The open questions about KPT-350 have not discouraged other groups from pursuing additional strategies to sort out nuclear traffic problems. In 2017, for example, Guillaume Hautbergue and his colleagues at the University of Sheffield in the United Kingdom implicated another export factor in the neuronal loss experienced by ALS flies with the C9orf72 mutation. Hautbergue is working on ways to target that protein to prevent the export of mutant RNAs produced by the gene.
Other researchers are focusing on breaking up stress granules. That approach should free up transport factors and pore proteins held hostage in those granules, allowing them to return to their usual posts in the cell, explains James Shorter, a protein biochemist at the University of Pennsylvania. He is developing a way to equip cells with a gene for making a “disaggregase” protein and has begun to test the therapeutic strategy in a mouse model of ALS.
A few drug companies, including Denali Therapeutics of South San Francisco, California, and Aquinnah Pharmaceuticals of Cambridge, are looking for small molecules that can do basically the same thing. Those therapies may not directly target the nuclear transport pathway, but they would get the job done, says Aquinnah co-founder and Chief Scientific Officer Ben Wolozin, a neuropharmacologist at Boston University’s School of Medicine, because dismantling stress granules helps restore healthy nuclear transport. “This is all part of an integrated biological response,” Wolozin says.

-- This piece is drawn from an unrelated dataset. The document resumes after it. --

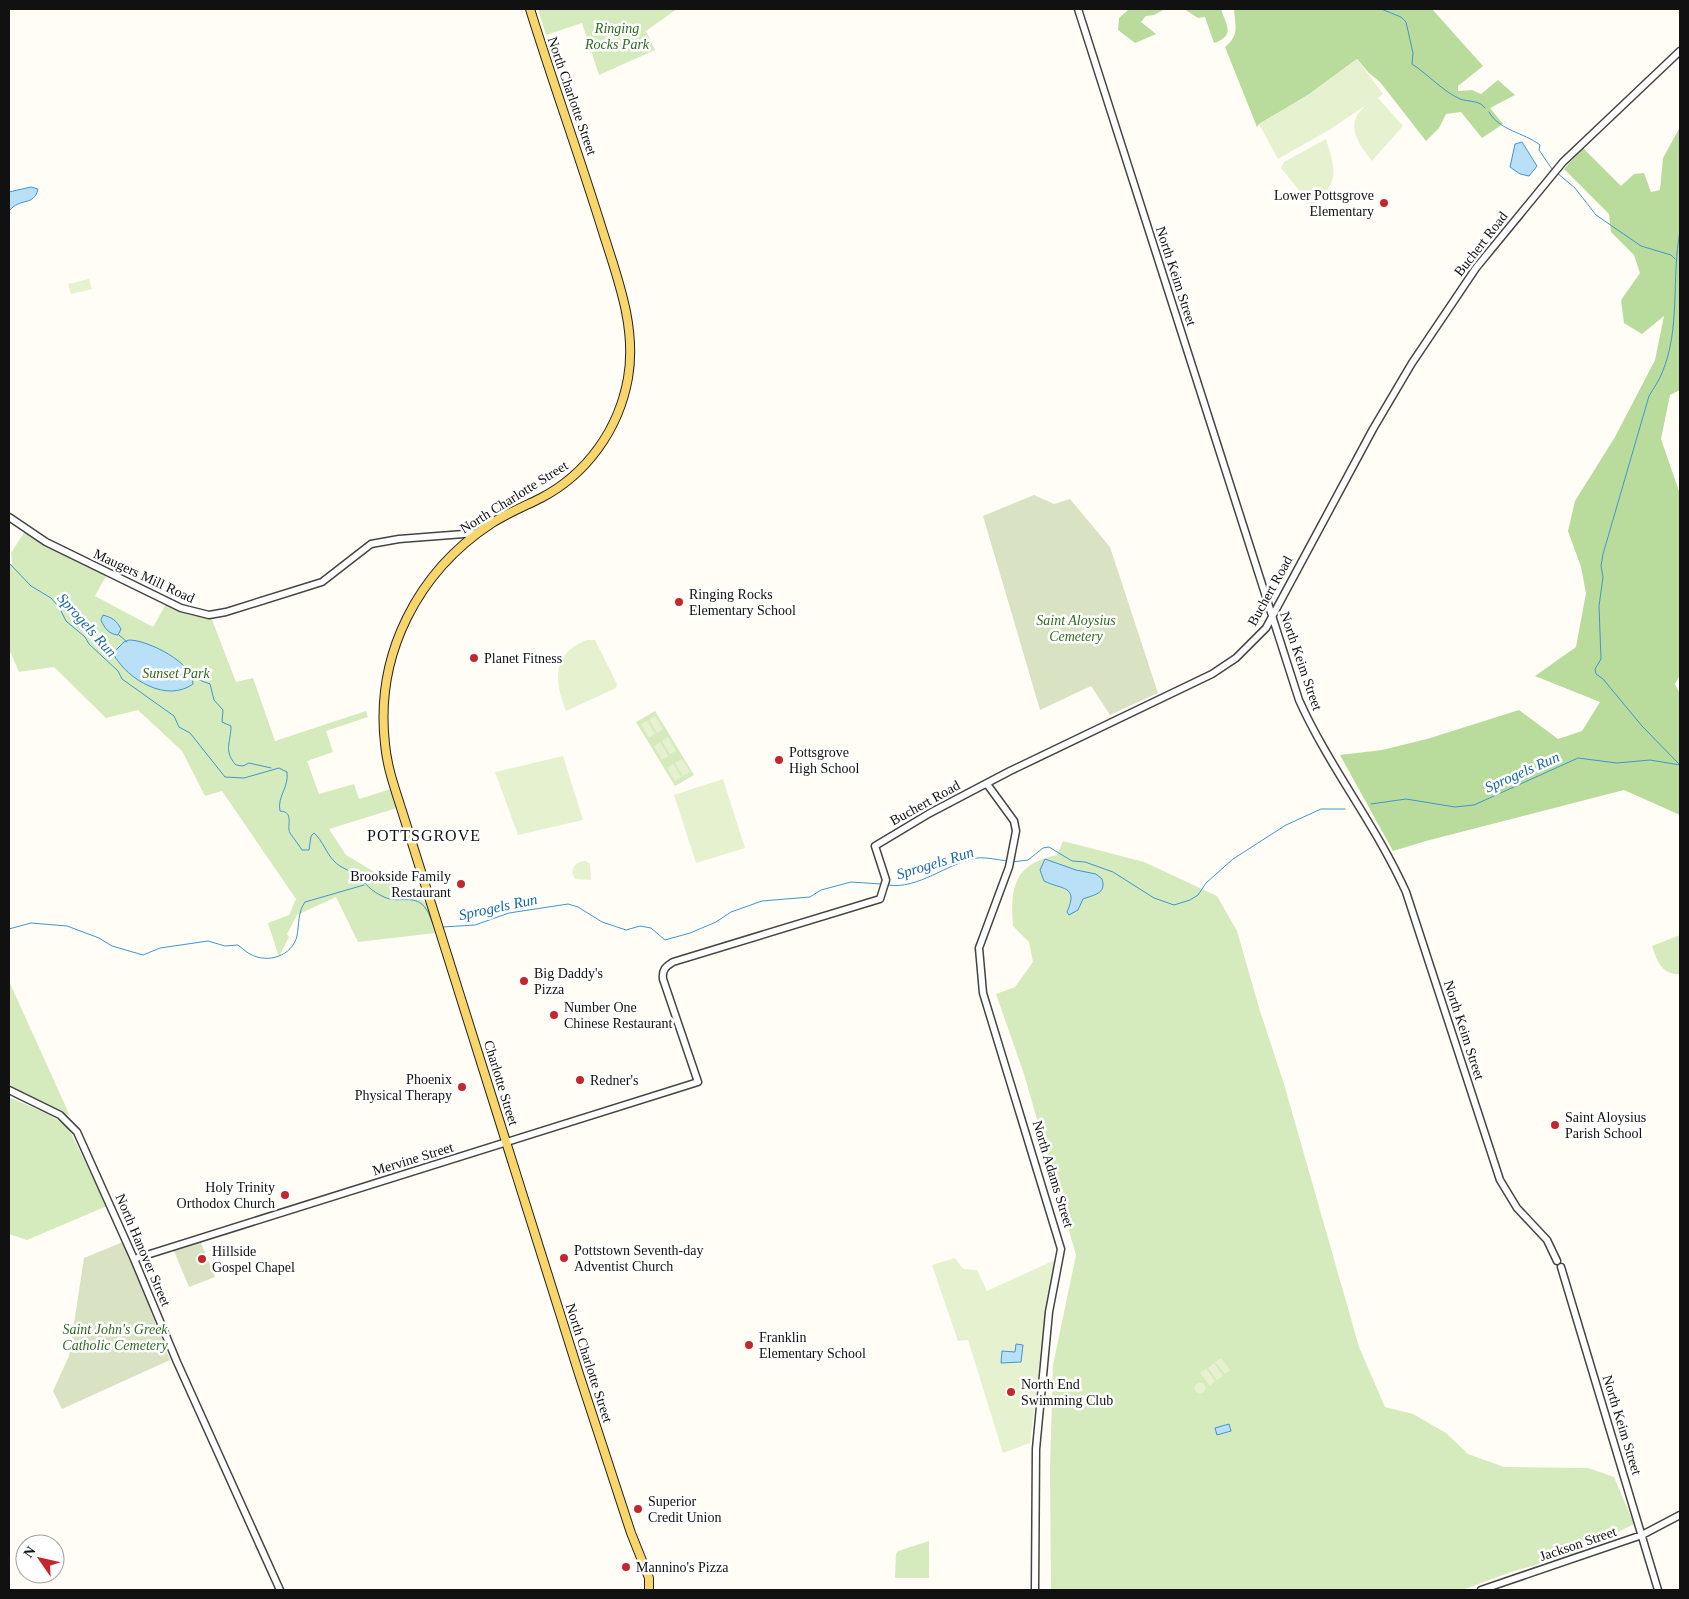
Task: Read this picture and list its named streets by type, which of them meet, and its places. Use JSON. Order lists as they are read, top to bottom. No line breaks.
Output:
{"streets":{"main road":["North Charlotte Street","Charlotte Street"],"street":["Buchert Road","North Keim Street","Maugers Mill Road","Mervine Street","North Adams Street","North Hanover Street","Jackson Street"]},"crossings":[["North Charlotte Street","Maugers Mill Road"],["North Charlotte Street","Charlotte Street"],["North Charlotte Street","Mervine Street"],["Buchert Road","North Keim Street"],["Buchert Road","Mervine Street"],["Buchert Road","North Adams Street"],["North Keim Street","Jackson Street"],["Charlotte Street","Mervine Street"],["Mervine Street","North Hanover Street"]],"districts":["POTTSGROVE"],"water":["Sprogels Run"],"parks":["Ringing Rocks Park","Saint Aloysius Cemetery","Sunset Park","Saint John's Greek Catholic Cemetery"],"places":["Lower Pottsgrove Elementary","Ringing Rocks Elementary School","Planet Fitness","Pottsgrove High School","Brookside Family Restaurant","Big Daddy's Pizza","Number One Chinese Restaurant","Redner's","Phoenix Physical Therapy","Saint Aloysius Parish School","Holy Trinity Orthodox Church","Pottstown Seventh-day Adventist Church","Hillside Gospel Chapel","Franklin Elementary School","North End Swimming Club","Superior Credit Union","Mannino's Pizza"],"north":"top left"}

Aquinnah hopes to begin to evaluate its lead compound in ALS patients this year, about the same time that Biogen is aiming to get KPT-350 into the clinic. For now, Biogen scientists are still trying to pin down what the drug is doing in various genetic models of the disease, including the flies with marred eyes. But to some extent, Henderson says, knowing the exact mechanism of action doesn’t really matter. “The relevant experiment,” he concludes, “is in the human patient.”